Ms ROWLAND (Greenway) (22:04): Yesterday the shadow minister for immigration and shadow minister for foreign affairs stated the coalition's policy on blocking Sri Lankan asylum seeker boats from Australian waters without first testing any refugee claims. In making this announcement the opposition has made two extremely dangerous and irresponsible conclusions: (1) that there are no legitimate reasons for any person from a specific country, namely Sri Lanka, to seek asylum, and (2) that the Australian Navy will be able to turn leaky boats around on the high seas outside of our territorial waters without consideration of an individual's need for protection.

This is despite the fact that, according to a range of legal specialists, including the Human Rights Law Centre, such a policy:

would expose at least some asylum seekers to a real risk of torture, persecution or other flagrant human rights violations and therefore violate Australia's non-refoulement obligations under international law;

would be incompatible with the Convention on the Elimination of Racial Discrimination and Australia's own Racial Discrimination Act;

is not supported by credible evidence which shows that arbitrary arrests, detention, disappearances and even torture and extrajudicial killings remain widespread in Sri Lanka; and

is not supported by the rate at which asylum seekers from Sri Lanka are currently accepted to have valid refugee claims by Australia.

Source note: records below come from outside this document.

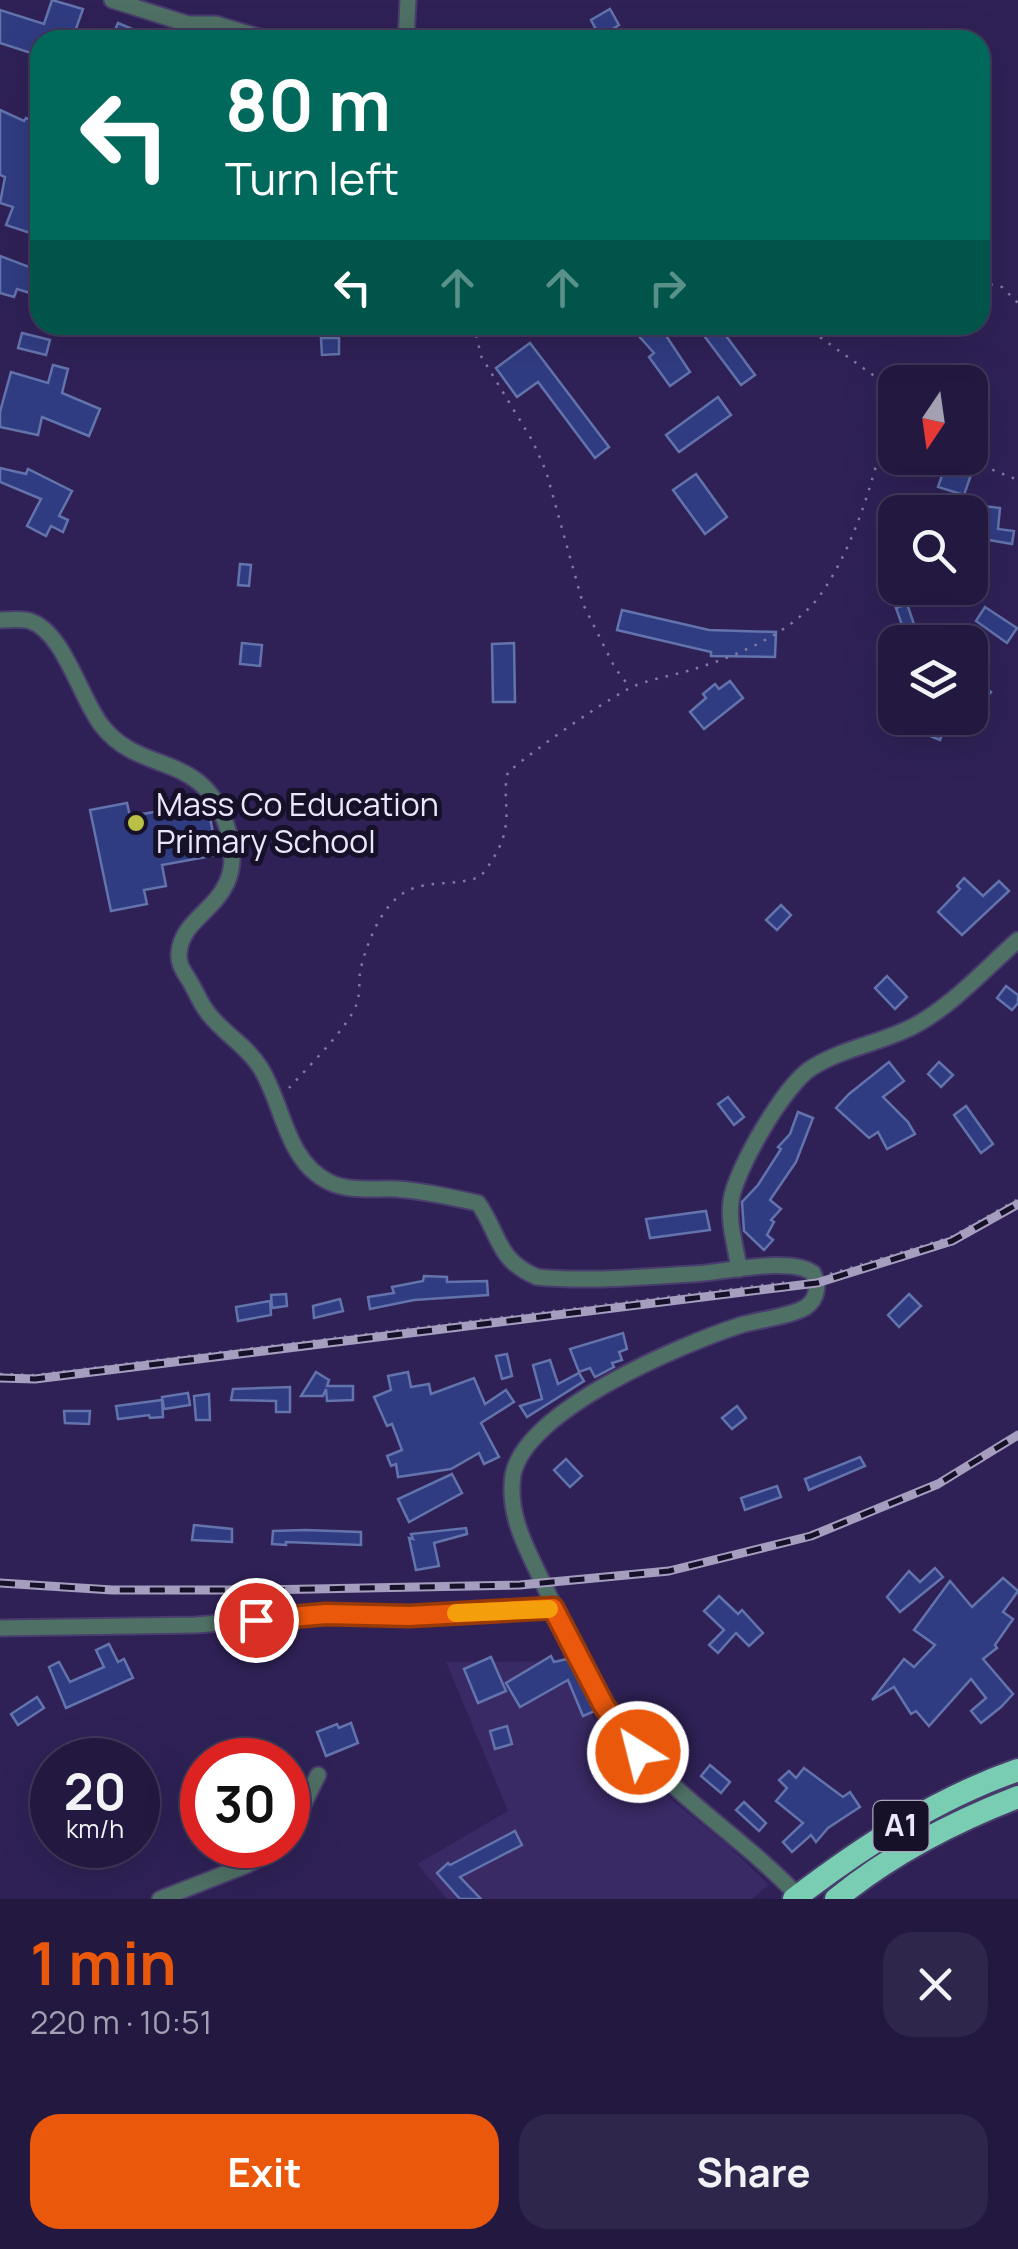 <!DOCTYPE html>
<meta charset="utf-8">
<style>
:root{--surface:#231940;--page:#2f264b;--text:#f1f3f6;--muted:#a3a0b1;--line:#403859;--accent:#ea580c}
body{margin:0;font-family:Manrope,sans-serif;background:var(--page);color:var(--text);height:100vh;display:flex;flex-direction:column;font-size:38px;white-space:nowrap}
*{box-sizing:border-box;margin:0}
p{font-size:32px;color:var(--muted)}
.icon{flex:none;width:55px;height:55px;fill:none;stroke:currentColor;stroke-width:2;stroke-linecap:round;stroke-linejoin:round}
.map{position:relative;height:1899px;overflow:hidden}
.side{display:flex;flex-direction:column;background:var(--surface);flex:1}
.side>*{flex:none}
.hud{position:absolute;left:30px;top:30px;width:960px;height:305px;border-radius:30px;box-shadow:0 10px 40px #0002,0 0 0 2px var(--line);background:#00695c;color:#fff;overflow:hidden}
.needle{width:65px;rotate:193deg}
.fabs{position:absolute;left:878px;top:365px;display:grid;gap:20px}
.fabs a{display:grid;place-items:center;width:110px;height:110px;border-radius:20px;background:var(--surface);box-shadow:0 10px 40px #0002,0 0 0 2px var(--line);font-size:50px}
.speed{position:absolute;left:30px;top:1738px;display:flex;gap:20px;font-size:50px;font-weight:700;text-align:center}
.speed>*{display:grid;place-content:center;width:130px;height:130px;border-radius:50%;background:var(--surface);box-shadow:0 10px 40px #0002,0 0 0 2px var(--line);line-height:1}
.speed small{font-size:25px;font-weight:400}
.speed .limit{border:15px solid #d22;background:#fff;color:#111}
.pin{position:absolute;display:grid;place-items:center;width:85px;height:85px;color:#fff;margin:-42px;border:5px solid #fff;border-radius:50%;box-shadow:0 2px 10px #0007}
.me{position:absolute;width:110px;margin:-55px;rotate:324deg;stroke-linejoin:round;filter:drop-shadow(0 0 8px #0008)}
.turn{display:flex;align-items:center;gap:35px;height:210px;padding:0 30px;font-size:45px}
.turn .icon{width:130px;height:130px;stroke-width:2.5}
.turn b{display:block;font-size:70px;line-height:85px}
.lanes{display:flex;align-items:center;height:95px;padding:0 30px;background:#0003;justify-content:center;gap:50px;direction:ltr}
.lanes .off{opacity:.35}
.round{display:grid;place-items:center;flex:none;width:105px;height:105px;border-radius:30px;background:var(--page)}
.overview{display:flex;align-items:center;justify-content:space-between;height:170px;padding:0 30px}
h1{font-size:60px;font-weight:700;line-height:75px;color:var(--accent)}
.action{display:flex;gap:20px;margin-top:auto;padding:20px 30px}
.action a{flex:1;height:115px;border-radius:30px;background:var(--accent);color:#fff;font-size:40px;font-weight:700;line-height:115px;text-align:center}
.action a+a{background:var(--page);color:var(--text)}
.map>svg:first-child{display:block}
.built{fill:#392964}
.building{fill:#303c82;stroke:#6373ac;stroke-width:2.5}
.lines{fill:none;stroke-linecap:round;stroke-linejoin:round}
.minor-casing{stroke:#493d6d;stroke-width:19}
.highway-casing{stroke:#493d6d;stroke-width:26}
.path{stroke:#82799f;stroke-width:2.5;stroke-dasharray:2.5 8;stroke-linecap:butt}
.minor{stroke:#4f7065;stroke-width:15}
.highway{stroke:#78cdb2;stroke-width:22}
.rail-casing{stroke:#a59ebf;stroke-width:9}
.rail{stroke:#161028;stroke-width:5;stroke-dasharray:15;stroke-linecap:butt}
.route-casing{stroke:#983908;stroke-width:25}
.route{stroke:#ea580c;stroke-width:18}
.slow{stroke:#f59e0b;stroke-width:18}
.poi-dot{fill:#bac045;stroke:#161028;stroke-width:4}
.labels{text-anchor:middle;stroke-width:10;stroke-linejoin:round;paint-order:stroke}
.shield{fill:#161028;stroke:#aaa6bc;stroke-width:2.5}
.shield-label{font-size:30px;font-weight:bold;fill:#eae7fb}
.poi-label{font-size:32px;fill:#eae7fb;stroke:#161028;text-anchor:start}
</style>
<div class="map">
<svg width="1018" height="1899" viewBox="0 0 1018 1899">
<rect width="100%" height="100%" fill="#2f2156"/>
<path class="built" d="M 569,1661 L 596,1725 L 673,1801 L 728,1845 L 769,1885 L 752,1899 L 447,1899 L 417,1864 L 508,1811 L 446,1662 Z"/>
<g class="building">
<path d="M 52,0 L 83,9 L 72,40 L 40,40 L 40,56 L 0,43 L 0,10 L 44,24 Z"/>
<path d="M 610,9 L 619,25 L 600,37 L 591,20 Z"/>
<path d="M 118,23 L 137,31 L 134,40 L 111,40 Z"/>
<path d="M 0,110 L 24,121 L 26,118 L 40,123 L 40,204 L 30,233 L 6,225 L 13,207 L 0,203 L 5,177 L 0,175 Z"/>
<path d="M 0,256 L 40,271 L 40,296 L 17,289 L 14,297 L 0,293 Z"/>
<path d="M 629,325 L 659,325 L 690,372 L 670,386 L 649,357 L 654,353 Z"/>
<path d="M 696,325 L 718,325 L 755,375 L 741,385 Z"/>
<path d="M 22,333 L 50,340 L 46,355 L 18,348 Z"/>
<path d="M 321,338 L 339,338 L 339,354 L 322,355 Z"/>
<path d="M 530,343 L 609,447 L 595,458 L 538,382 L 517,397 L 496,368 Z"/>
<path d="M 53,365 L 68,369 L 62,393 L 100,409 L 89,436 L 42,417 L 38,435 L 0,427 L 0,412 L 11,372 L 48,383 Z"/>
<path d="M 718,397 L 731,415 L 679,452 L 666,435 Z"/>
<path d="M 946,464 L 972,472 L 964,495 L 938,487 Z"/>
<path d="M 0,468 L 26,474 L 28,469 L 72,491 L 59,516 L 68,520 L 63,532 L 51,526 L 46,536 L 27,526 L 41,499 L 0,482 Z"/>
<path d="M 696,474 L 727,517 L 705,534 L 673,490 Z"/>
<path d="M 976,505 L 1000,508 L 998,529 L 1014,531 L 1012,544 L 989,540 L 988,545 L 972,539 L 977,523 L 974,522 Z"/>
<path d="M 240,564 L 251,565 L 249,586 L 238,585 Z"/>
<path d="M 907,604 L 914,624 L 903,628 L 896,608 Z"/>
<path d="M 985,607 L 1017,628 L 1007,643 L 976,621 Z"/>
<path d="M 622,610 L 709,630 L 776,632 L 775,657 L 711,656 L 711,652 L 617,630 Z"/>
<path d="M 242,643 L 262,645 L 260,666 L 240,664 Z"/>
<path d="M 514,643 L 515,702 L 493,702 L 492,644 Z"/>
<path d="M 970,677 L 991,692 L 984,701 L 970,692 Z"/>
<path d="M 730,681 L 743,698 L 704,729 L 690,712 L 706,698 L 703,694 L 715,684 L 719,689 Z"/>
<path d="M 929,718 L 946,724 L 940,740 L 923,733 Z"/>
<path d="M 127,803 L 130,816 L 202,804 L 210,817 L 217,855 L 162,865 L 166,886 L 144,890 L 147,904 L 111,911 L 90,810 Z"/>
<path d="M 964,878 L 983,896 L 999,881 L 1009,891 L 962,935 L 938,912 L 960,889 L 957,886 Z"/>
<path d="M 781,905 L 791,915 L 777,930 L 766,920 Z"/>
<path d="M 887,976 L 907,997 L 895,1009 L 875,988 Z"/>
<path d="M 1006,986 L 1018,995 L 1018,1003 L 1012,1010 L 997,998 Z"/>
<path d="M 889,1062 L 904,1081 L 883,1097 L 908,1122 L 915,1134 L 887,1149 L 878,1132 L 869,1138 L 836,1108 L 849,1094 Z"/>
<path d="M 939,1062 L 953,1075 L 941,1087 L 928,1074 Z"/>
<path d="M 728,1097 L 744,1117 L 734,1125 L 718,1104 Z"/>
<path d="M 966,1106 L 993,1144 L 981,1153 L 954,1115 Z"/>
<path d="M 798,1112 L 813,1118 L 796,1162 L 770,1200 L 781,1209 L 771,1220 L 774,1222 L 767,1235 L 773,1240 L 764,1250 L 744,1231 L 742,1202 L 758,1185 L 781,1149 L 778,1147 L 790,1134 Z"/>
<path d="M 706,1211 L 710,1230 L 650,1238 L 646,1219 Z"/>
<path d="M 424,1276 L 447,1277 L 447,1282 L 487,1281 L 488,1295 L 414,1300 L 370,1309 L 368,1297 L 394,1293 L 392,1287 L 423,1281 Z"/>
<path d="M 286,1294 L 287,1306 L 272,1308 L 271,1295 Z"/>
<path d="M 909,1294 L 921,1306 L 899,1327 L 888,1315 Z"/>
<path d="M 340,1299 L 343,1311 L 314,1318 L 313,1306 Z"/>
<path d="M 270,1301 L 271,1315 L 238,1321 L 236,1307 Z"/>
<path d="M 623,1333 L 627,1349 L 619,1352 L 622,1360 L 612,1363 L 614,1367 L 595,1377 L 590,1368 L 579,1372 L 570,1349 Z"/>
<path d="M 507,1354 L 512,1376 L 502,1379 L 496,1356 Z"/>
<path d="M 550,1360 L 558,1384 L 579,1373 L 584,1381 L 527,1417 L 520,1406 L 542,1399 L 533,1365 Z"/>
<path d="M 316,1372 L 329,1380 L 327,1386 L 353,1386 L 353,1400 L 327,1401 L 326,1389 L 323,1396 L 301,1396 Z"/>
<path d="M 408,1372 L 411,1387 L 429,1384 L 431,1394 L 474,1378 L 485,1404 L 506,1390 L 514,1402 L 481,1423 L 499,1457 L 484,1464 L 479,1453 L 451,1469 L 398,1477 L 396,1464 L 391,1466 L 387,1456 L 402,1450 L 392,1424 L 387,1426 L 374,1397 L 391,1390 L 388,1376 Z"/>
<path d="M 290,1387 L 290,1412 L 276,1412 L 276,1401 L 231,1400 L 233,1389 Z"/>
<path d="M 188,1393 L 190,1405 L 164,1409 L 162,1397 Z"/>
<path d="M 209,1394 L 210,1420 L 196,1420 L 194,1396 Z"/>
<path d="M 162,1400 L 163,1417 L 150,1418 L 149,1415 L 118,1419 L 116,1406 Z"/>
<path d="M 737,1406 L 746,1418 L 732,1429 L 722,1418 Z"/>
<path d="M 64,1411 L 90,1411 L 89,1424 L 65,1423 Z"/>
<path d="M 860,1457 L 865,1466 L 809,1490 L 805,1479 Z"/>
<path d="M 566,1459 L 582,1476 L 570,1487 L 554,1470 Z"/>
<path d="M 452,1474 L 462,1493 L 409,1522 L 398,1499 Z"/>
<path d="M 777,1486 L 781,1497 L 745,1510 L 741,1498 Z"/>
<path d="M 194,1525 L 232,1529 L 232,1542 L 192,1540 Z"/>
<path d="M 466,1528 L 467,1534 L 434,1543 L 439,1566 L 416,1570 L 409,1538 L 413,1539 L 411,1534 Z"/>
<path d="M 305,1530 L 361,1532 L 361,1545 L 286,1542 L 286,1545 L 272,1544 L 273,1531 Z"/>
<path d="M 935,1568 L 943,1577 L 900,1612 L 887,1597 L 909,1571 L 920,1582 Z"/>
<path d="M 1003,1578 L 1018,1591 L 1003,1612 L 1013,1619 L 995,1645 L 997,1648 L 983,1659 L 1013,1694 L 1001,1707 L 981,1723 L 971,1711 L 986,1698 L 971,1679 L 929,1726 L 916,1711 L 911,1714 L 894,1687 L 872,1700 L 904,1659 L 914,1667 L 935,1645 L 914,1630 L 950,1581 L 972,1607 Z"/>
<path d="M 719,1596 L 738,1614 L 742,1610 L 763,1633 L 749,1646 L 736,1633 L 718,1653 L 709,1645 L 724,1630 L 704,1611 Z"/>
<path d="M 109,1644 L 118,1662 L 124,1659 L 133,1678 L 66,1708 L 49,1667 L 59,1662 L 70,1682 L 104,1667 L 96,1650 Z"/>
<path d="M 551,1656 L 554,1662 L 567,1659 L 595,1711 L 583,1716 L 568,1680 L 520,1707 L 506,1683 Z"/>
<path d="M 491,1657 L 506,1691 L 478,1703 L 464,1669 Z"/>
<path d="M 37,1697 L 44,1708 L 18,1725 L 11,1714 Z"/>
<path d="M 351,1723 L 358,1743 L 326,1756 L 317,1732 L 337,1724 L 339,1728 Z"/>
<path d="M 507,1726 L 512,1744 L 495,1749 L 490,1731 Z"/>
<path d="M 710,1765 L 730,1782 L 721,1793 L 701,1776 Z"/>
<path d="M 804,1768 L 843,1797 L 850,1792 L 860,1807 L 828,1828 L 816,1842 L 811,1835 L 792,1852 L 783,1842 L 803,1823 L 776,1801 L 787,1788 L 779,1780 L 789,1771 L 796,1778 Z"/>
<path d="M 138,1772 L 153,1808 L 138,1814 Z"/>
<path d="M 744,1802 L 766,1823 L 759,1831 L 736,1810 Z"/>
<path d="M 515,1831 L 522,1845 L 460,1877 L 481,1899 L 460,1899 L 437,1873 L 448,1863 L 450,1865 Z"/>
</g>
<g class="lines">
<defs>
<g id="minor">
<path d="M 112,0 L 188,24 L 216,24 L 269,40"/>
<path d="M 406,40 L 408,0"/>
<path d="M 0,620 C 9,620 21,618 30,621 C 64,632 80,698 102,726 C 143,778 206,748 229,834 C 247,905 182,910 179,953 C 178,964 183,970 189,980 C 196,991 200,1003 208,1013 C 223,1033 247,1046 260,1067 C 284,1105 285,1160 329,1182 C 350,1192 373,1188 396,1189 C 424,1191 451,1197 478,1203 C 500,1234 496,1260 537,1277 C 587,1282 641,1277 692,1274 C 721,1273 790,1256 813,1273 C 819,1285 818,1298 806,1307 C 792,1316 758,1320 741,1325 C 682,1344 525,1410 513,1475 C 507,1515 527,1549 543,1583 C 563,1624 580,1666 604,1705 C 652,1784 736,1830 798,1896"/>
<path d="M 739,1269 C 736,1247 728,1224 731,1201 C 735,1170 786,1082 813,1067 C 844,1048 880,1043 912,1027 C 951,1007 985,969 1018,940"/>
<path d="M 0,1628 L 196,1625 L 326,1614 L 409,1616 L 553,1609"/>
<path d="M 288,1835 L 318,1775"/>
<path d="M 160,1899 L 247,1865 L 282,1845"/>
</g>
<g id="highway">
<path d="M 794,1899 C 862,1847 937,1798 1018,1770"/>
<path d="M 836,1899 C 890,1855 953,1822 1018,1797"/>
</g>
</defs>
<use href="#minor" class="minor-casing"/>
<use href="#highway" class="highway-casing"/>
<g class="path">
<path d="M 980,282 L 1002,287 L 1018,303"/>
<path d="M 474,325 L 481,356 L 532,440 L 546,471 L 583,604 L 615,668 L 629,686"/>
<path d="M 803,325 L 894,390"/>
<path d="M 963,458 L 1018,480"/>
<path d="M 289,1088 C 307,1068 349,1027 357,1003 C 360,993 359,982 360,972 C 366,945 380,907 405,892 C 428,879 458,887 481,876 C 493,860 504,844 506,823 C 508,805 503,790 508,772 C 540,746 592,709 628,689 C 647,679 673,676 694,669 C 737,656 797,631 823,591 C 862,533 879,457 895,390"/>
<path d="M 830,1274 L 951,1237 L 1018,1199"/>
<path d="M 0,1374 L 35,1375 L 788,1282"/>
</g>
<use href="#minor" class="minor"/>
<use href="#highway" class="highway"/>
<defs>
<g id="rail">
<path d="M 0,1378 L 35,1379 L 817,1283 L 952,1241 L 1018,1204"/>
<path d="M 0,1583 L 112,1590 L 260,1590 L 520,1585 L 669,1571 L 811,1536 L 938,1484 L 1018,1435"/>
</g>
</defs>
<use href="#rail" class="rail-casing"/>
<use href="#rail" class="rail"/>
</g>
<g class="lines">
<defs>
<path id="route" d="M 256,1620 L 326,1614 L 409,1616 L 553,1608 L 604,1706 L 638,1752"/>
</defs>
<use href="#route" class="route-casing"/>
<use href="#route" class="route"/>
<path class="slow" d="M 456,1613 L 549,1609"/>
</g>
<circle class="poi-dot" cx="136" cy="823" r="10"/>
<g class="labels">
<rect class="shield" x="873.5" y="1801" width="55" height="50" rx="8"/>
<g class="shield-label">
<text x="901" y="1836">A1</text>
</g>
<g class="poi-label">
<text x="156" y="816">Mass Co Education<tspan x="156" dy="37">Primary School</tspan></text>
</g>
</g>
</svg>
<div class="fabs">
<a><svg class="needle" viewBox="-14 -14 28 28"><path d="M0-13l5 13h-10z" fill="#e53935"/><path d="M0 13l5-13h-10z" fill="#a3a0b1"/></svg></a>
<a><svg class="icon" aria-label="search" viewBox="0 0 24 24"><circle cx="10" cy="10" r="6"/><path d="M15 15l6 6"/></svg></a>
<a><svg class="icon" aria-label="layers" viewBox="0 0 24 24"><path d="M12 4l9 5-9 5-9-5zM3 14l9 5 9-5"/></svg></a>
</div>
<div class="speed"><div>20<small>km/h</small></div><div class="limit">30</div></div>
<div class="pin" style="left:256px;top:1620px;background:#d93025"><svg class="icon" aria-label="arrive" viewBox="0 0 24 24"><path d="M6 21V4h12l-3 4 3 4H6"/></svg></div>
<svg class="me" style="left:638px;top:1752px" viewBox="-20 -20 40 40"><circle r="17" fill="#ea580c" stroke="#fff" stroke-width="3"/><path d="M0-11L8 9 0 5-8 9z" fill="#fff"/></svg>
<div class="hud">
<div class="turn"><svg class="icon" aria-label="left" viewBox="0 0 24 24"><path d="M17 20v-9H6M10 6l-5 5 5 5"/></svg><div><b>80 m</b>Turn left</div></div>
<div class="lanes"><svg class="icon" aria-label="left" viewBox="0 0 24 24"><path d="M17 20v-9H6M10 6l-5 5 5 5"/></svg><svg class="icon off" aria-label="ahead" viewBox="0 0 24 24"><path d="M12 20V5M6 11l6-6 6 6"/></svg><svg class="icon off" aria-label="ahead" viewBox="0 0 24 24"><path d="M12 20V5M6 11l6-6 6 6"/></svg><svg class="icon off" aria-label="right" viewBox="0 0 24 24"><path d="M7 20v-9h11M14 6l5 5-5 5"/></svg></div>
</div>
</div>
<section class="side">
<div class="overview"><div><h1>1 min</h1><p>220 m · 10:51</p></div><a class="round"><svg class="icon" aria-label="close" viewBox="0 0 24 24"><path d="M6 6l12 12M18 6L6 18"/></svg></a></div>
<div class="action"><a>Exit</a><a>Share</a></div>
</section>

I represent a large Tamil community in this place. In fact, 8.4 per cent of all Tamil speakers in Australia live in my electorate. A number of my constituents have contacted me, expressing their deep concern over the statements made by the shadow foreign minister and the shadow immigration minister that the situation in Sri Lanka is stable for all people and that all Tamils are no longer in any danger in their homeland.

We must understand that there has been an ethnic conflict going on in Sri Lanka since the 1950s. The extremely violent and devastating civil war only officially concluded in 2009, and reports of disappearances and politically motivated assaults have not stopped. My constituents have told me how dangerous it can be for Tamils in Sri Lanka, and human rights groups and the United States and UK governments have also expressed concern over the situation for Tamil people in Sri Lanka.

In fact, a three-member US delegation was in Sri Lanka last week to discuss issues, including progress in implementing the recommendation of Sri Lanka's own official investigation into the war which called for the prosecution of persons on all sides of the conflict suspected of killing civilians. But, according to reports, the delegation appeared dissatisfied enough to announce that it would repeat its action of last March, when it sponsored a resolution at the UNHCR urging Colombo to implement those recommendations. Deputy Assistant Secretary of State James Moore told reporters in Colombo that the US had decided to sponsor a procedural resolution against Sri Lanka at the March 2013 sessions of the UNHCR.

Another concerning development occurred only recently when the nation's chief justice was summarily dismissed, despite protests by lawyers, human rights groups and clergy members. But, despite this, after their trip, the coalition have effectively declared that there are no legitimate reasons for any Sri Lankan to seek asylum. While I do acknowledge that there is a proportion of Sri Lankans seeking asylum who are doing so purely for economic reasons, I would like to acknowledge the work of the member for McMahon in his former capacity as the Minister for Immigration and Citizenship. He took some tough decisions to curb the number of economic refugees coming to Australian from Sri Lanka. I do not know how anyone can put a blanket ban on all people from one country seeking asylum without even considering their claims.

The second aspect of this approach to Sri Lankan asylum seekers concerns the operational reality of turning boats around on the high seas. According to the UN High Commissioner for Refugees, any such blanket approach, as past experience has shown, is operationally difficult and dangerous for all concerned. The shadow minister had a lot to say last year about the High Court challenge to Sri Lankan removals. How does he think turning people around to Sri Lanka in international waters will go down in the High Court? How does he think it is in line with the refugee convention?

In closing, I do not want to see people paying people smugglers and boarding boats and making the dangerous journey to Australia. In fact, this is a concern I regularly hear from many Tamil members in my electorate—particularly those who have relatives languishing in refugee camps, including in India. But for the coalition to try and paint a picture of Sri Lanka that differs quite dramatically from the one conveyed by human rights groups, the United States and United Kingdom delegations and members of my own electorate, in order to legitimise a policy position that many have said is illegal under the refugee convention is, to put it mildly, disingenuous in the extreme. I have discussed this issue with the Minister for Foreign Affairs, and I note his commitment to engaging with Sri Lanka in order to further progress the reconciliation process in the country. I will continue to advocate on this very important issue.